--- THE TASK ---
What lines in the material hold the string "stream"? Copy out each of them.

......

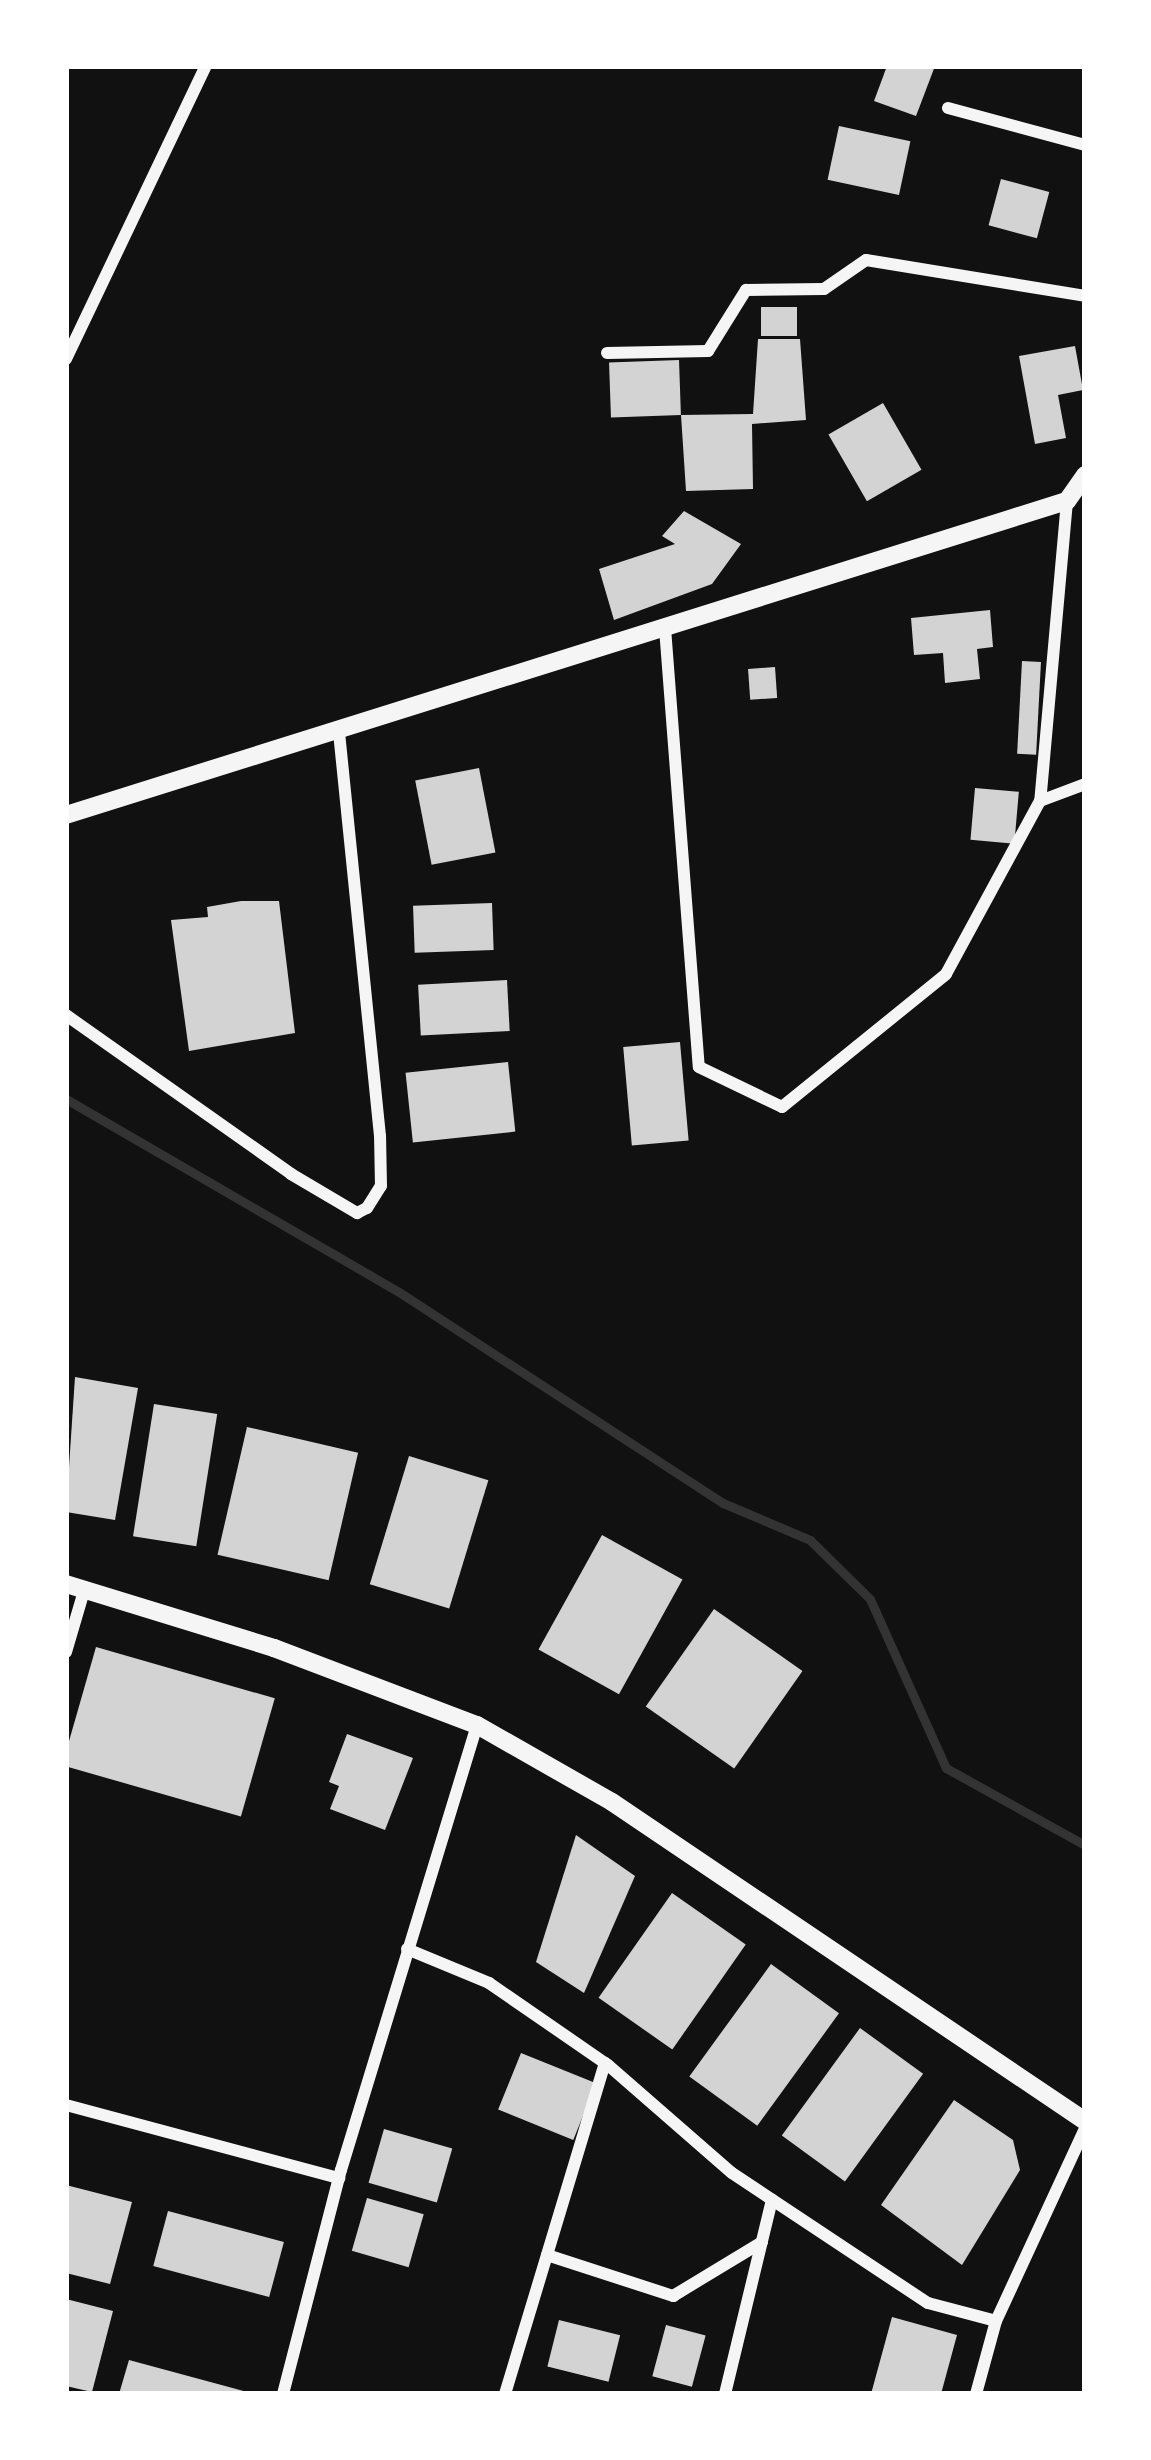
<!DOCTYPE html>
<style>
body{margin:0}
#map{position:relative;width:1151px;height:2460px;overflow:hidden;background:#111;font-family:Mulish,sans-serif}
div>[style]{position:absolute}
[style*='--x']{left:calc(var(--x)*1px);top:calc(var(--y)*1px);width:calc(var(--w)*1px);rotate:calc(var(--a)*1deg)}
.stream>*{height:9px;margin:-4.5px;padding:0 4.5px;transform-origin:4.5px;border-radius:4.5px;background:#333}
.building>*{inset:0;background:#d3d3d3;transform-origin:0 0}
.minor>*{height:12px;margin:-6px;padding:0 6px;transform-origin:6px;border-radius:6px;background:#f5f5f5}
.tertiary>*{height:18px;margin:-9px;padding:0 9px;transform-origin:9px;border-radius:9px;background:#f5f5f5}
span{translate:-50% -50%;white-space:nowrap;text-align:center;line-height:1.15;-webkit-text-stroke:10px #fff;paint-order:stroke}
.frame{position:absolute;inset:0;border:69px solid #fff;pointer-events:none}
</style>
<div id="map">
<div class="stream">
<i style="--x:66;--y:1099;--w:385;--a:30.1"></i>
<i style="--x:399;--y:1292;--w:387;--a:33.1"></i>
<i style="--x:723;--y:1503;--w:95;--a:23"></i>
<i style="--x:810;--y:1540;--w:84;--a:44.5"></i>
<i style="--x:870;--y:1599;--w:185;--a:65.8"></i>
<i style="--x:946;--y:1768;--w:159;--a:29"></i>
</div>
<div class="building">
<i style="clip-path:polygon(887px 66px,935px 66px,916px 116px,874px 101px)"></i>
<i style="left:839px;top:126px;width:73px;height:55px;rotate:12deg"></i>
<i style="left:1001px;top:179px;width:50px;height:48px;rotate:15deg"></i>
<i style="left:797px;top:307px;width:29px;height:36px;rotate:90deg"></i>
<i style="clip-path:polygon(758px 339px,800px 339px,806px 420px,752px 424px,753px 489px,686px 491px,681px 415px,753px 414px)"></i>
<i style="clip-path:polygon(1075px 346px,1083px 390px,1058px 395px,1066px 438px,1035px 444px,1019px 356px)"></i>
<i style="left:679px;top:360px;width:55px;height:70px;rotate:88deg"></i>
<i style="left:883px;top:403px;width:77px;height:63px;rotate:60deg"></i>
<i style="clip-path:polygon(684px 511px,741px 544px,712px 584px,614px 620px,599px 569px,675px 544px,662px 536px)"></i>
<i style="clip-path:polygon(990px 610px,993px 647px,977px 649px,980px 679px,945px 683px,943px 653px,914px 655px,911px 618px)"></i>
<i style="left:1022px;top:661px;width:19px;height:93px;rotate:3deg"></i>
<i style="left:775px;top:667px;width:31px;height:27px;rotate:86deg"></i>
<i style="left:479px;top:768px;width:86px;height:65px;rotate:79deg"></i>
<i style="left:975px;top:788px;width:44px;height:52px;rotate:5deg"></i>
<i style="clip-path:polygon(241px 901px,279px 901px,295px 1033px,189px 1051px,171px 920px,208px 917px,207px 907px)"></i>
<i style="left:492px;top:903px;width:47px;height:79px;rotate:88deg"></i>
<i style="left:507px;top:980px;width:51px;height:89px;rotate:87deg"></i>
<i style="left:680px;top:1042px;width:99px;height:57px;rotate:85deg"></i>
<i style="left:508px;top:1062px;width:70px;height:103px;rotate:84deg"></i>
<i style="clip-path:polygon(75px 1377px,138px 1388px,115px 1520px,66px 1512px)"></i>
<i style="left:154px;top:1404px;width:64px;height:134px;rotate:9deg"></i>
<i style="left:247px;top:1427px;width:114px;height:131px;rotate:13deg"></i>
<i style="left:409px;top:1456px;width:83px;height:134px;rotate:17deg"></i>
<i style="left:602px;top:1535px;width:92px;height:131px;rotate:29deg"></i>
<i style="left:714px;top:1609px;width:108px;height:119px;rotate:35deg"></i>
<i style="left:96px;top:1647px;width:186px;height:123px;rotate:16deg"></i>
<i style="clip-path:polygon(347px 1734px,413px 1758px,385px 1830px,330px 1809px,339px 1786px,329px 1782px)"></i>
<i style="clip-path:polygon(576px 1835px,635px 1876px,584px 1993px,536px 1962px)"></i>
<i style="left:672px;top:1893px;width:90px;height:128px;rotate:35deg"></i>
<i style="left:771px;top:1964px;width:84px;height:139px;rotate:36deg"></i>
<i style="left:860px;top:2028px;width:78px;height:133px;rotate:36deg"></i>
<i style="left:521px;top:2053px;width:81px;height:61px;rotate:22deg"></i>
<i style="clip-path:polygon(954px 2100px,1013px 2140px,1020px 2170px,962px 2265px,881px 2205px)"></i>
<i style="left:384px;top:2129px;width:71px;height:56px;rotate:16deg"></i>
<i style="clip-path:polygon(66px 2185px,132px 2202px,110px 2284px,66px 2273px)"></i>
<i style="left:367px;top:2198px;width:59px;height:55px;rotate:16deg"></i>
<i style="left:168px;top:2211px;width:120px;height:57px;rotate:15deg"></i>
<i style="clip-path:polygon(66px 2299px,113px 2311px,92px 2392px,66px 2386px)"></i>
<i style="clip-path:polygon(892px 2317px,957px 2335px,941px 2394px,871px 2394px)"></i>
<i style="left:559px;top:2320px;width:63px;height:48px;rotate:14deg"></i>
<i style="left:666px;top:2325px;width:41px;height:53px;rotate:15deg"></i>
<i style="clip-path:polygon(129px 2360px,251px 2393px,251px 2394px,119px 2394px)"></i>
</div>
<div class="minor">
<i style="--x:948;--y:108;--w:142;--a:15.1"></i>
<i style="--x:607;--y:353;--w:101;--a:-1.1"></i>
<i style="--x:708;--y:351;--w:72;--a:-58.1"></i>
<i style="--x:746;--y:290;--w:78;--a:-0.7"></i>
<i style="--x:824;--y:289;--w:51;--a:-34.6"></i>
<i style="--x:866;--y:260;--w:222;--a:9.3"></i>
<i style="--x:66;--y:359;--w:325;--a:-64.5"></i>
<i style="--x:1067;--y:501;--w:301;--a:95.1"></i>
<i style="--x:1040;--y:801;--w:48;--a:-20.7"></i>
<i style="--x:665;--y:628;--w:440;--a:85.6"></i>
<i style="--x:699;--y:1067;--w:92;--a:25.7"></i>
<i style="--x:782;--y:1107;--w:211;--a:-39"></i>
<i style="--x:946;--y:974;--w:197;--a:-61.5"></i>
<i style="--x:66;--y:1015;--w:276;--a:35.2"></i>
<i style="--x:291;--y:1174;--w:77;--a:30.6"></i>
<i style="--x:357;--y:1213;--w:11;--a:-27"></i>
<i style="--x:367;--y:1208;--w:26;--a:-58"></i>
<i style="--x:381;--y:1186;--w:50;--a:-91.1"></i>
<i style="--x:380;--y:1136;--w:408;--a:-95.8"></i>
<i style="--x:66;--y:1652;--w:64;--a:-73.6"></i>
<i style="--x:407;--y:1949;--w:89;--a:22.5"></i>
<i style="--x:489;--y:1983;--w:145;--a:34.6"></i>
<i style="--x:608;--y:2065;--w:164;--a:41.1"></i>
<i style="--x:732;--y:2173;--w:235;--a:33.6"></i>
<i style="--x:928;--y:2303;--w:70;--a:14.8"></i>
<i style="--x:66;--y:2105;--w:283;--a:15"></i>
<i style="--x:547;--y:2255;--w:133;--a:18"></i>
<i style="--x:673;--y:2296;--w:104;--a:-31.2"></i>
<i style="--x:283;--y:2394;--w:231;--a:-75.5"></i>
<i style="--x:341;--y:2170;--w:465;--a:-73"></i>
<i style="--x:505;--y:2394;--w:346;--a:-73.2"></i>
<i style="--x:725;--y:2394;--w:200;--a:-76.4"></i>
<i style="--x:976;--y:2394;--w:76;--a:-74.7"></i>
<i style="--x:996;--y:2321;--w:213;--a:-65.2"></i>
</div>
<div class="tertiary">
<i style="--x:66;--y:815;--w:1049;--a:-17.42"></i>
<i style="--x:1067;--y:501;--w:32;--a:-55"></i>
<i style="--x:66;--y:1584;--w:218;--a:17.1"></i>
<i style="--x:274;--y:1648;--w:217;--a:20.8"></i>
<i style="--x:477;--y:1725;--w:155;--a:29.7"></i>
<i style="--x:612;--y:1802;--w:571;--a:34"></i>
</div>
<div class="frame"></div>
</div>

......

--- EXPECTED OUTPUT ---
.stream>*{height:9px;margin:-4.5px;padding:0 4.5px;transform-origin:4.5px;border-radius:4.5px;background:#333}
<div class="stream">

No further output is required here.